# Who is buying one?



## b16 (Jun 6, 2011)

Who plans on buying one? It should be coming to Verizon's network.


----------



## R3Ds (Jun 29, 2011)

I am once it gets to vzw.

R3Ds Themes


----------



## Mortem Tuam (Dec 6, 2011)

I will have mine next Friday









The case and 32GB MicroSD will be here by Wednesday....so I will be all set.


----------



## TabletMan (Aug 21, 2011)

Have to wait if it shows up in the T-Mobile line up.


----------



## JamieD81 (Dec 10, 2011)

N7000 FTW <3


----------



## Mortem Tuam (Dec 6, 2011)

JamieD81 said:


> N7000 FTW <3


wish I had the scratch to buy the N7000, the subsidized I717 was already a stretch for me and I had to sell a computer to buy it.


----------



## steven.rn (Dec 1, 2011)

+1


----------



## idkwhothatis123 (Aug 4, 2011)

I'm not. I'd love the screen size though. I feel the pen writing ability is old technology (I.e windows mobile and palm os) just revisited with a facelift, thus over hyped. Its a novelty feature that will wear off over time. I love my gnex and its going to take a game changer to switch.

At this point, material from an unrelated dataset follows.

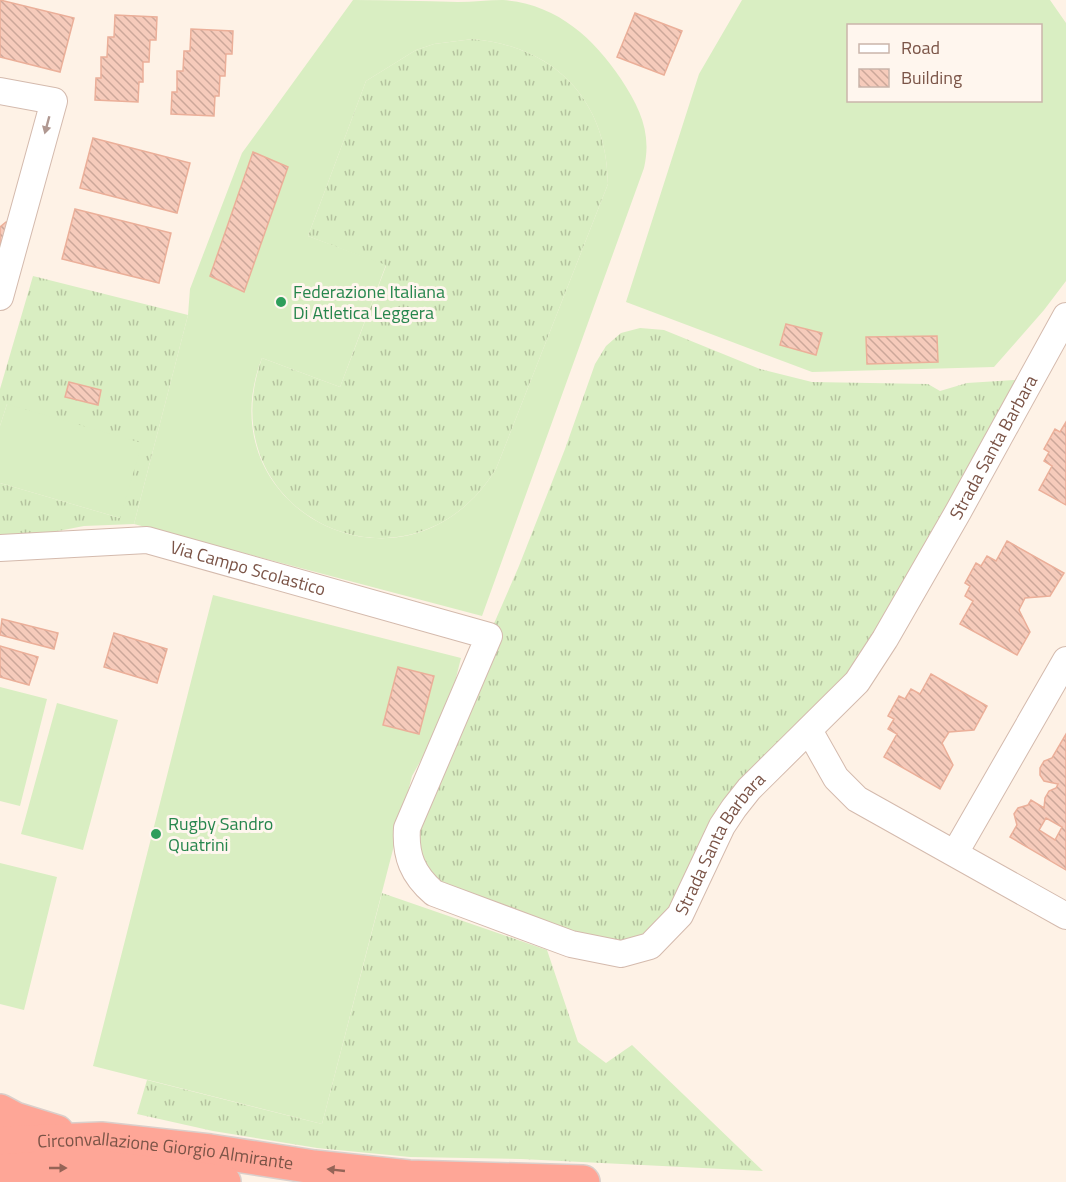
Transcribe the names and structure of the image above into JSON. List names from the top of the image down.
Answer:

Sent from my Galaxy Nexus using Tapatalk


----------



## dorkboy69 (Aug 27, 2011)

I have the international version and it is bar far the best phone I have ever had. the Pen is very Sensitive and Is handy for taking notes or Sketching

Sent from my GT-N7000 using RootzWiki


----------



## NomyNomyNomy (Nov 21, 2011)

This Guy Here! Getting an Unlocked One from AT&T.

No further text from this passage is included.